Collected data entries:
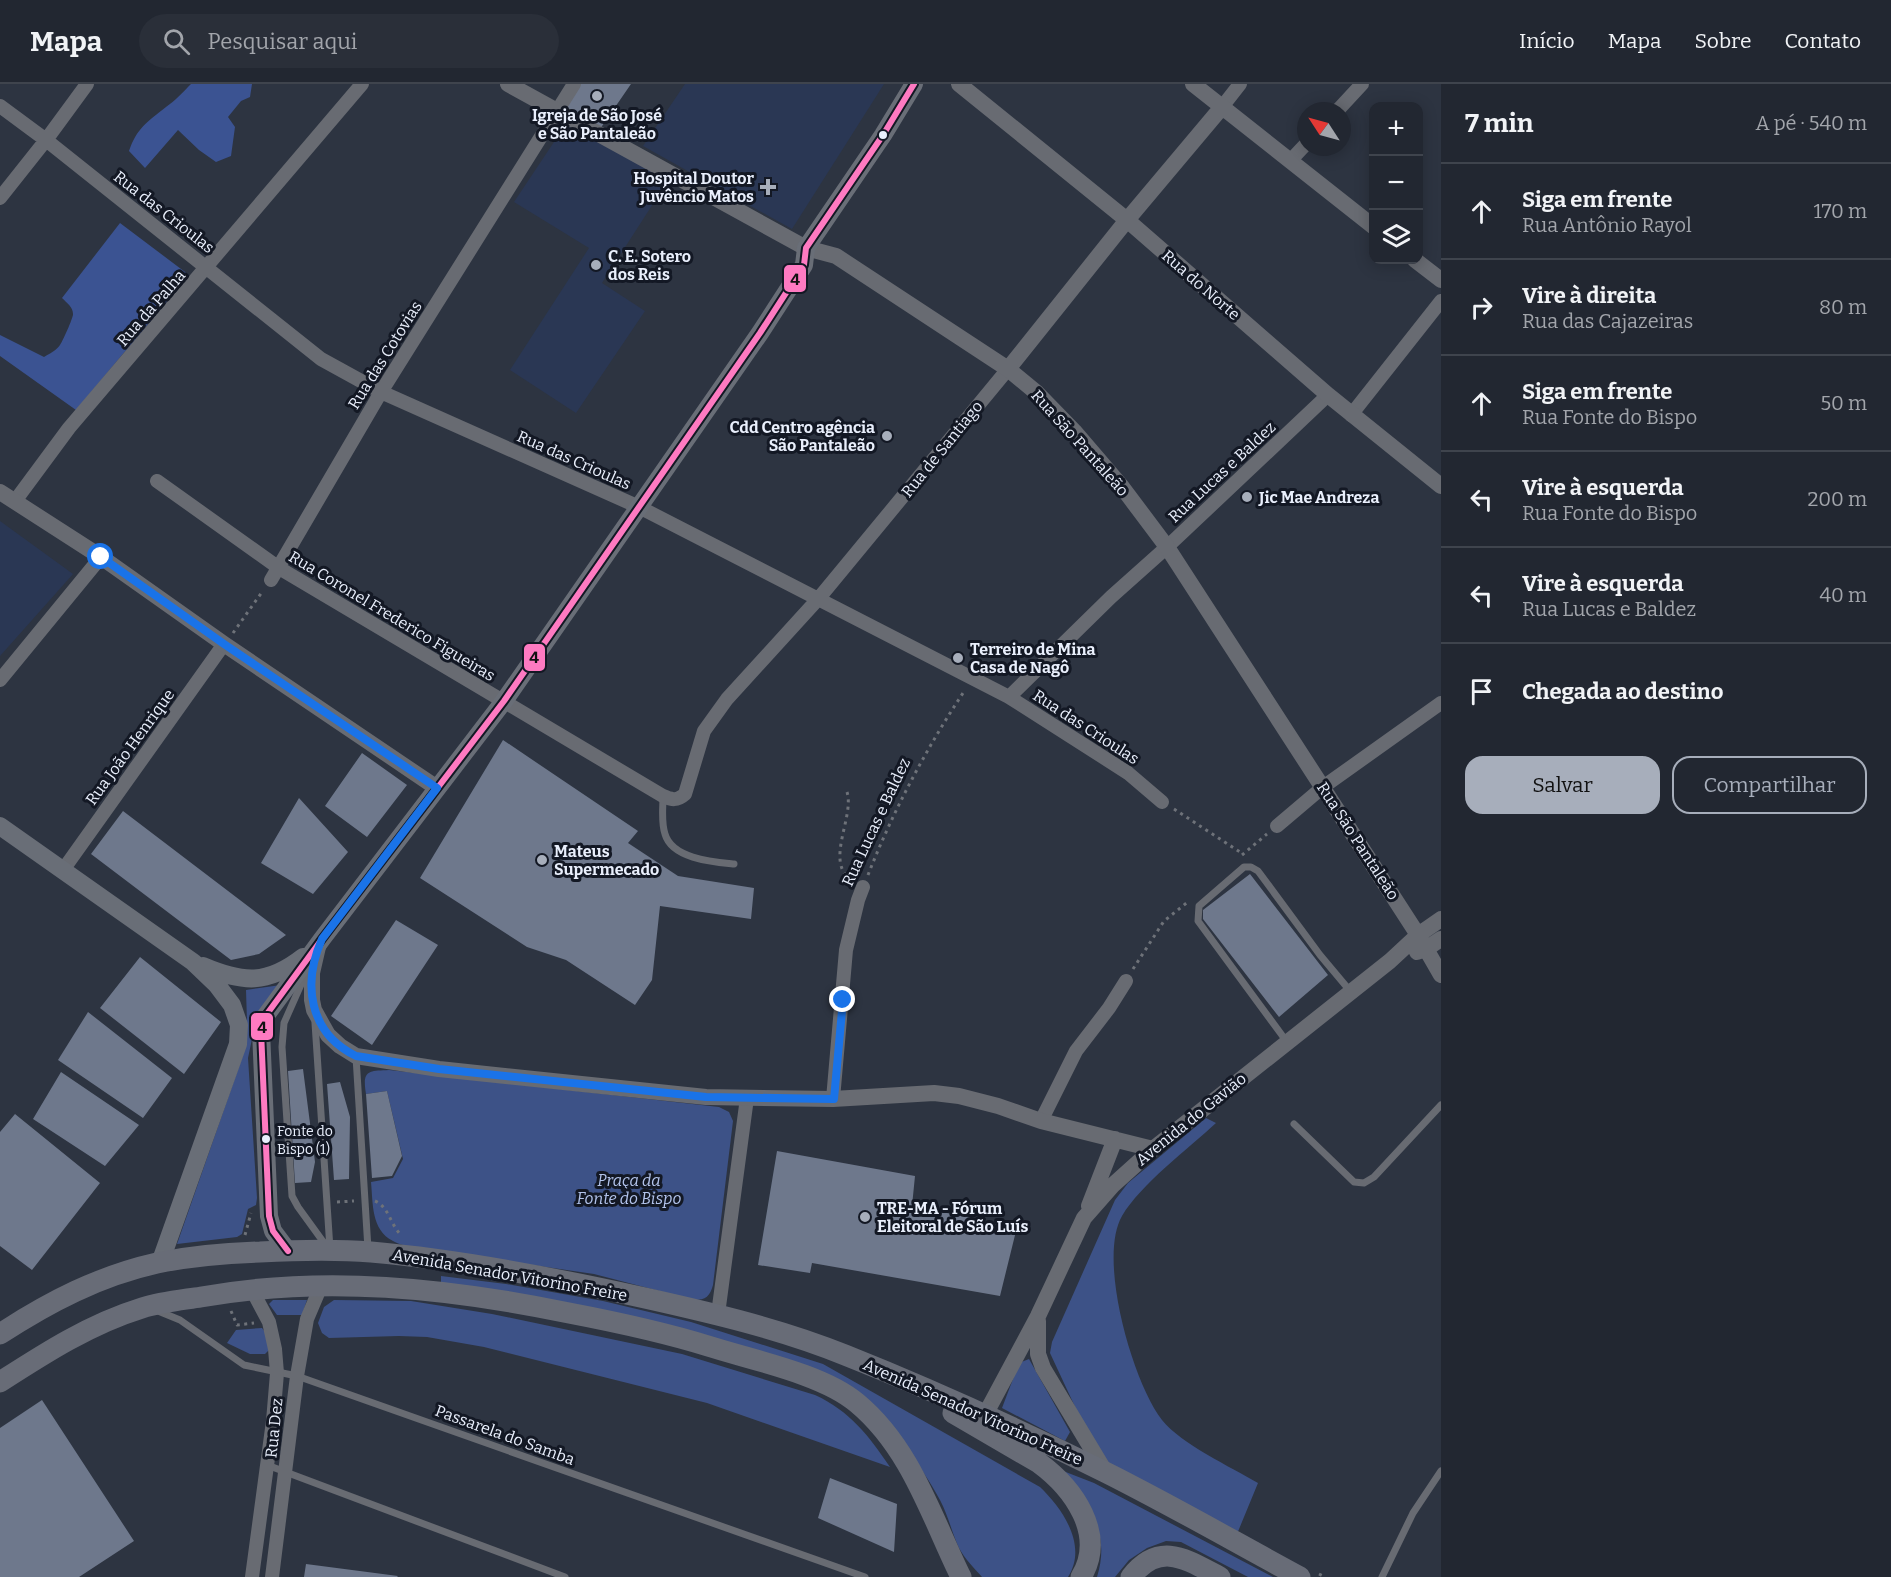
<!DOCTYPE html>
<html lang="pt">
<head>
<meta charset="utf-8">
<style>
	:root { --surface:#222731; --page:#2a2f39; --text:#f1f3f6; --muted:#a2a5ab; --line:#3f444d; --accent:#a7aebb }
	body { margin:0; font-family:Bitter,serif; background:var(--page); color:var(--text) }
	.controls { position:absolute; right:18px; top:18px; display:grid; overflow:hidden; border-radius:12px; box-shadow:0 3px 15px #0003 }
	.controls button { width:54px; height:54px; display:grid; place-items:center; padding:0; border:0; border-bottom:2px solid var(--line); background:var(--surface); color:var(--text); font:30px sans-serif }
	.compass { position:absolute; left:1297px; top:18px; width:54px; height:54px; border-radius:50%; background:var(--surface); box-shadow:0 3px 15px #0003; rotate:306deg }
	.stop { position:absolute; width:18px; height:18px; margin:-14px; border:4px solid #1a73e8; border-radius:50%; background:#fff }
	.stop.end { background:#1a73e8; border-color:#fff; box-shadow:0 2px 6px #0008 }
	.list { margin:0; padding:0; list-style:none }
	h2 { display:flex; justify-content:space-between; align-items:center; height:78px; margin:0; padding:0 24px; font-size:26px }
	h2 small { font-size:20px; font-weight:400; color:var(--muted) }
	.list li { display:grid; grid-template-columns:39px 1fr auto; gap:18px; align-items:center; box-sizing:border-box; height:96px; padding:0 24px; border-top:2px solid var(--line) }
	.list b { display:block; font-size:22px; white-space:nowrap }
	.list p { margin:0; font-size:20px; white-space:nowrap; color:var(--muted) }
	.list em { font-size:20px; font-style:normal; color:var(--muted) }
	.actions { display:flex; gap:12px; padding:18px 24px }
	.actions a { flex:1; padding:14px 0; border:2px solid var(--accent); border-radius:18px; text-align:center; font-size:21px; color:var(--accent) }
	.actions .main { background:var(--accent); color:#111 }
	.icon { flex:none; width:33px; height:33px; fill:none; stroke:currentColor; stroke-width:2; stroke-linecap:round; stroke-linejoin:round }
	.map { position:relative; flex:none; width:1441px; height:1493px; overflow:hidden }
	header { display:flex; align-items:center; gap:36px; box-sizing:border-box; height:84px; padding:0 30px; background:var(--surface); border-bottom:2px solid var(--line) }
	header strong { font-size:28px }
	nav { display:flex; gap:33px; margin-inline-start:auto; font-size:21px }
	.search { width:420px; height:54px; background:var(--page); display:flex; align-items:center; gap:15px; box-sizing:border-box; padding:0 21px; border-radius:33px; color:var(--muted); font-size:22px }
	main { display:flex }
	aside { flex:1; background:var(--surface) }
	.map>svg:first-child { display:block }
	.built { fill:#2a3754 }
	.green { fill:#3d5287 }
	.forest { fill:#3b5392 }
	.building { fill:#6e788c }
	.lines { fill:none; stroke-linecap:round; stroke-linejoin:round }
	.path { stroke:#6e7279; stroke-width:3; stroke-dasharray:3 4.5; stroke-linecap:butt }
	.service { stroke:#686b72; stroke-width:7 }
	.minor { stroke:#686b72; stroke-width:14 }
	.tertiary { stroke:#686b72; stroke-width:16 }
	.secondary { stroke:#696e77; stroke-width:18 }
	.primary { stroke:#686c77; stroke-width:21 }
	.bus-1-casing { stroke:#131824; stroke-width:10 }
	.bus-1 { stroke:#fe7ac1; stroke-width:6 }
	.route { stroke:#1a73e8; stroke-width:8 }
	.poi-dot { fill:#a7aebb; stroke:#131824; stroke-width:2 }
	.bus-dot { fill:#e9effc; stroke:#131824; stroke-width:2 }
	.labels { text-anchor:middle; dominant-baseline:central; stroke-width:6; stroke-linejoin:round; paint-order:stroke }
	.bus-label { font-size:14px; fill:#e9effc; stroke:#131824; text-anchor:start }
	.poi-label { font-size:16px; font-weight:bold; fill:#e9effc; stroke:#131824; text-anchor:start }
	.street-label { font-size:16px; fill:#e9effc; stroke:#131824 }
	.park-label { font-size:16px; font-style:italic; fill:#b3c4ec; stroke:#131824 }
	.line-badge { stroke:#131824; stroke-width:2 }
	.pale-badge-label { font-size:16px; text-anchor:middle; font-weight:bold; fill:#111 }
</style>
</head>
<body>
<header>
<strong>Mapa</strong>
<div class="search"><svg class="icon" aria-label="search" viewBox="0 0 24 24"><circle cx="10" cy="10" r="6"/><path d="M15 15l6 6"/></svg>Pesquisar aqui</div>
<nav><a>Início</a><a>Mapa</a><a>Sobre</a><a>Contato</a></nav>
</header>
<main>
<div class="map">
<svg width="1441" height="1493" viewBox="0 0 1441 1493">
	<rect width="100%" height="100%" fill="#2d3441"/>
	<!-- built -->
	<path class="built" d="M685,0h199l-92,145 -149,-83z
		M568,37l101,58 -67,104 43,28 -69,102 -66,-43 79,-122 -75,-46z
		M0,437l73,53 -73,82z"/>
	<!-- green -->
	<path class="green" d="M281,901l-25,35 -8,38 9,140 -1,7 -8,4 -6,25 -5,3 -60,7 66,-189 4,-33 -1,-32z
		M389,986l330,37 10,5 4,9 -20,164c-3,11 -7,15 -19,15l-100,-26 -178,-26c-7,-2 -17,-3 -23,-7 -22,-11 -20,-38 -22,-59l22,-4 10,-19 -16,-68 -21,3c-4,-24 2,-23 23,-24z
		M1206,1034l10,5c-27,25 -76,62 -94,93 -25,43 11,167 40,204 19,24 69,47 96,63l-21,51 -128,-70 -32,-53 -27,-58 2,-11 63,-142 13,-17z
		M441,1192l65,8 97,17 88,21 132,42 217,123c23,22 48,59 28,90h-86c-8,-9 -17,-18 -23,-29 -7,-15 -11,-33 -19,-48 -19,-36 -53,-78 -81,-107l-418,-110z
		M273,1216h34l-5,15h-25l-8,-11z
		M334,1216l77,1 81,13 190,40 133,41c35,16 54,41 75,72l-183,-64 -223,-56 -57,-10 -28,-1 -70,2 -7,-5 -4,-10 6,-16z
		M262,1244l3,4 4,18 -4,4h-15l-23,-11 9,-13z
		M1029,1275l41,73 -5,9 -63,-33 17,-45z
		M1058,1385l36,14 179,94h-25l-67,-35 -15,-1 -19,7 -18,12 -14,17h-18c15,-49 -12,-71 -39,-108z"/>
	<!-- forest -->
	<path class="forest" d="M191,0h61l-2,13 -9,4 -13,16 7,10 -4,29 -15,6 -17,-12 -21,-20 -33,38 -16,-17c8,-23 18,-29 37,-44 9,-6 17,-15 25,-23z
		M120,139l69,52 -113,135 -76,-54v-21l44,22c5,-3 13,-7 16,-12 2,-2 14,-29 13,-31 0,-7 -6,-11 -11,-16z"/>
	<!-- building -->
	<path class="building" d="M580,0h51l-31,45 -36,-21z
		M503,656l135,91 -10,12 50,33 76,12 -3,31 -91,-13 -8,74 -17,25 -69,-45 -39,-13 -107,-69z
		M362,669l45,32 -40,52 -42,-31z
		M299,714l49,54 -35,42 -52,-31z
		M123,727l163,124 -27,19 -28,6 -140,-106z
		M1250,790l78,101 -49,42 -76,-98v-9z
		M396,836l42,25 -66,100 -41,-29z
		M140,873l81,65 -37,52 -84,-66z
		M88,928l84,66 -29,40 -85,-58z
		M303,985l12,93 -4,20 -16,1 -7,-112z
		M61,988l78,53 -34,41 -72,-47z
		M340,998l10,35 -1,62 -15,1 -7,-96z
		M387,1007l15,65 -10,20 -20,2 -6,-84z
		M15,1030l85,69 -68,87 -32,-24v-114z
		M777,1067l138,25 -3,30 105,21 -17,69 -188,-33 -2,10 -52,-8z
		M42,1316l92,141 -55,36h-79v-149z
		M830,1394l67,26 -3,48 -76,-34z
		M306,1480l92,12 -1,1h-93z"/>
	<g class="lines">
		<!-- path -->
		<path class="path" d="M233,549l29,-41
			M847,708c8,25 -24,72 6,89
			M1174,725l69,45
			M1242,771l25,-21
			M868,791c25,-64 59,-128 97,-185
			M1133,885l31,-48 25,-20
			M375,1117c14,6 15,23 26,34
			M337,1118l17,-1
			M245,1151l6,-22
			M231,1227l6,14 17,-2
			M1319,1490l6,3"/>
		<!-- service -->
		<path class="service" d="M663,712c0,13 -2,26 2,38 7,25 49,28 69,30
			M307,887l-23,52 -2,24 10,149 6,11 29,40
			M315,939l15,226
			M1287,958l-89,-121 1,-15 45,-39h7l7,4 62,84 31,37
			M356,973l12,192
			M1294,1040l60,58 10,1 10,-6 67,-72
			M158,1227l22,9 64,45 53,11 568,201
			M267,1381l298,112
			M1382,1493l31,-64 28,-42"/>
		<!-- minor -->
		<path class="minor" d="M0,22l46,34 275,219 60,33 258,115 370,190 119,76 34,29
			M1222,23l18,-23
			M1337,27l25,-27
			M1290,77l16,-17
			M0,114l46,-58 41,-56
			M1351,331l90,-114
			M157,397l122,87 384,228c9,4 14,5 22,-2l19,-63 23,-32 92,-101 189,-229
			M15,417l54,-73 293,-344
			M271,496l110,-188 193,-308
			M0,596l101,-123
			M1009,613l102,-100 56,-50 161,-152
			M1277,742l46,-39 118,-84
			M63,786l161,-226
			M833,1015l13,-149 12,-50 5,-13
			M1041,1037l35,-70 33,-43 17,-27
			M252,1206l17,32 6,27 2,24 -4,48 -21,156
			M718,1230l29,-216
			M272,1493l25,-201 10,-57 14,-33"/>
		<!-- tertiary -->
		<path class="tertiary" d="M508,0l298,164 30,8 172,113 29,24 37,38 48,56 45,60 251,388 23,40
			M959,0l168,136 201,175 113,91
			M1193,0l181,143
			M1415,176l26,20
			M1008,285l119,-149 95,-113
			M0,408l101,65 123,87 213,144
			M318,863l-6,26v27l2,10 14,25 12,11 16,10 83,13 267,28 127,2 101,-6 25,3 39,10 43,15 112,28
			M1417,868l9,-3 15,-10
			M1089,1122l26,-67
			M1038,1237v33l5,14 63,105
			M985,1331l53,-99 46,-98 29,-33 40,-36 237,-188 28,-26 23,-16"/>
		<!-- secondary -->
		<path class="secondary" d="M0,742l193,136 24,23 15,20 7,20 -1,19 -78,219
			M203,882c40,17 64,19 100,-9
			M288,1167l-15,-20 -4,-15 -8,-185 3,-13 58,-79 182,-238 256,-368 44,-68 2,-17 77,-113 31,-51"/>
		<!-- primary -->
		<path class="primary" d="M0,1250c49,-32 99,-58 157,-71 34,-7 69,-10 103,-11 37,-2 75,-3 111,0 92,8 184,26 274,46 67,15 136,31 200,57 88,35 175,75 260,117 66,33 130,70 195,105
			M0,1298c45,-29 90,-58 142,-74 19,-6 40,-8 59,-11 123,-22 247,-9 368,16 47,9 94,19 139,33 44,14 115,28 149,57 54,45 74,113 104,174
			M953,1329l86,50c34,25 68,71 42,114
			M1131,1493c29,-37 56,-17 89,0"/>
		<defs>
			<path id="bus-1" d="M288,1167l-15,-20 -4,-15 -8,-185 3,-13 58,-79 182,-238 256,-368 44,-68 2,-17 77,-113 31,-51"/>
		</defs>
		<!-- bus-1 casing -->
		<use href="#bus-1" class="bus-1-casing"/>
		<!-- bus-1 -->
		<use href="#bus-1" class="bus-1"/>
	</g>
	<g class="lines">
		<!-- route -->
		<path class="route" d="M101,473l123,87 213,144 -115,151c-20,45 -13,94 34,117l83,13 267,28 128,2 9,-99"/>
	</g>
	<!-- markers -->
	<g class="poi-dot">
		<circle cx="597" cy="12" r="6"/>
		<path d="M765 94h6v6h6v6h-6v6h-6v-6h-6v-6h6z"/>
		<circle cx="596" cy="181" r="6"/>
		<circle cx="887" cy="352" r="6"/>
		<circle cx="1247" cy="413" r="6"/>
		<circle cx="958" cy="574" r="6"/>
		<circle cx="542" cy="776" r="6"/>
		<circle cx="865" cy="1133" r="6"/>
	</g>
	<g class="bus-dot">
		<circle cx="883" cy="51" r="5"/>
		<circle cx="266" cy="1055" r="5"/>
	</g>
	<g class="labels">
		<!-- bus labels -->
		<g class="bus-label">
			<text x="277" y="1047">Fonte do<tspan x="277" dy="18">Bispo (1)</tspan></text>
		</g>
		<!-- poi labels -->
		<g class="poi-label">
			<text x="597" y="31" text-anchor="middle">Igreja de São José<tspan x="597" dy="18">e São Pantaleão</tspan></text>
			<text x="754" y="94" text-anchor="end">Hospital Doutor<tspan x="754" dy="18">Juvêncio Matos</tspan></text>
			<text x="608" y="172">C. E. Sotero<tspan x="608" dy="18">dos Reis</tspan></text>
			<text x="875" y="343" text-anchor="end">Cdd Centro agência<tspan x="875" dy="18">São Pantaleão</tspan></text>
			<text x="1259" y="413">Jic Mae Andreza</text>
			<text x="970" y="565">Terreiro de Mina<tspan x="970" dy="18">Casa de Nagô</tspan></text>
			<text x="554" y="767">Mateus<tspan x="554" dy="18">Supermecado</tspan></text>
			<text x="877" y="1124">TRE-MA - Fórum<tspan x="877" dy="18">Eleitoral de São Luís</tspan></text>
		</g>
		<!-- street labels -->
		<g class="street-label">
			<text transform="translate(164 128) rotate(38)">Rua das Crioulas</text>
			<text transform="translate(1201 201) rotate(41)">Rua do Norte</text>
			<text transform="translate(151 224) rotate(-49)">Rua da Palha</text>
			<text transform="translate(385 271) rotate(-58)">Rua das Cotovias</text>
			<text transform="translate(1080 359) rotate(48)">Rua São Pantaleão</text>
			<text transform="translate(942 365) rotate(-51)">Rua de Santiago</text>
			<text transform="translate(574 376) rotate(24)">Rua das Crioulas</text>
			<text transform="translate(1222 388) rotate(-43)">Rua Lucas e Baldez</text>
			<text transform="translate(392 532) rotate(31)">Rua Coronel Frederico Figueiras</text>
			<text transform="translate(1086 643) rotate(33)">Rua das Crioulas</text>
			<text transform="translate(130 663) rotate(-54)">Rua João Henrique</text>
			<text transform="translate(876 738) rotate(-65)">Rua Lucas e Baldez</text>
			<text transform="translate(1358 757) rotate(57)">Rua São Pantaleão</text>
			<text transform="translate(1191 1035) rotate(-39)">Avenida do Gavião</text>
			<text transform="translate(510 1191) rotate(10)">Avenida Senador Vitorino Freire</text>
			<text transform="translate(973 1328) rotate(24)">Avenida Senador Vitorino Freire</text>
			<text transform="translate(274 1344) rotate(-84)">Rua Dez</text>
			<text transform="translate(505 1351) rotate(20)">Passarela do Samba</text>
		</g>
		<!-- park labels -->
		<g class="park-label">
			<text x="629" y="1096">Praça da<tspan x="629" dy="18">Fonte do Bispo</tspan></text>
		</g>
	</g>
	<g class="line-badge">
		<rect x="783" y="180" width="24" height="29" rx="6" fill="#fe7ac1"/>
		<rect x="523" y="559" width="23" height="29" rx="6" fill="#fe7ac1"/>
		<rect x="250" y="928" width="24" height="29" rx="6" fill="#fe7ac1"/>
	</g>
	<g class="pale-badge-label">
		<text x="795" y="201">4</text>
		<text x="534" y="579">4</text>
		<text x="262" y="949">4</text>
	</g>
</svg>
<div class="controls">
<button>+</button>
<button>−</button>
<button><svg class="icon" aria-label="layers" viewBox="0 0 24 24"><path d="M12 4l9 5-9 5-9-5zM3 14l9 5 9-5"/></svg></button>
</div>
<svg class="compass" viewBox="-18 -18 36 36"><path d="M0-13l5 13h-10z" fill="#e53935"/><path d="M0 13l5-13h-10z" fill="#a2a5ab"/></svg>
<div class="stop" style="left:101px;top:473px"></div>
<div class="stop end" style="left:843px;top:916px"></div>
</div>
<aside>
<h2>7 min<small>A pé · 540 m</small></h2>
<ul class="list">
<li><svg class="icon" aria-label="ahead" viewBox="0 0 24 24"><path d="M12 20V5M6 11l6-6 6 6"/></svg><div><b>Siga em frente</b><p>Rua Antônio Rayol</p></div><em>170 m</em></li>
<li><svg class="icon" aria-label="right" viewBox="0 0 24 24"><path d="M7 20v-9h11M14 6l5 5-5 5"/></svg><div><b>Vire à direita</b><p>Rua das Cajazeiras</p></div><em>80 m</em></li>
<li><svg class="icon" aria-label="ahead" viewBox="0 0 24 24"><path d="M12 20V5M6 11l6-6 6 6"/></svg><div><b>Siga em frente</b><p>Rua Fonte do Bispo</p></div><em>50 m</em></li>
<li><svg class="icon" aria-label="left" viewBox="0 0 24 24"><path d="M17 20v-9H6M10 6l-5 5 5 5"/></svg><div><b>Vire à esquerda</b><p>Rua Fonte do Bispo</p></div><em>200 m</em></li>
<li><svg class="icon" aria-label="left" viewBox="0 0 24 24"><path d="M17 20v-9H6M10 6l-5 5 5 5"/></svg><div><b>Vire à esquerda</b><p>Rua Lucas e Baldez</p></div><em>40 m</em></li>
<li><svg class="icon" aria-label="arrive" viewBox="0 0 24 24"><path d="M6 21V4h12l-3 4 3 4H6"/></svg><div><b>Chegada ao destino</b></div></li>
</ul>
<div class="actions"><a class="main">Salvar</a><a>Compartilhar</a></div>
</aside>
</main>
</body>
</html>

Problem statement: A single figure is required: the number of lines above in which the word "serif" occurs.

Result: 2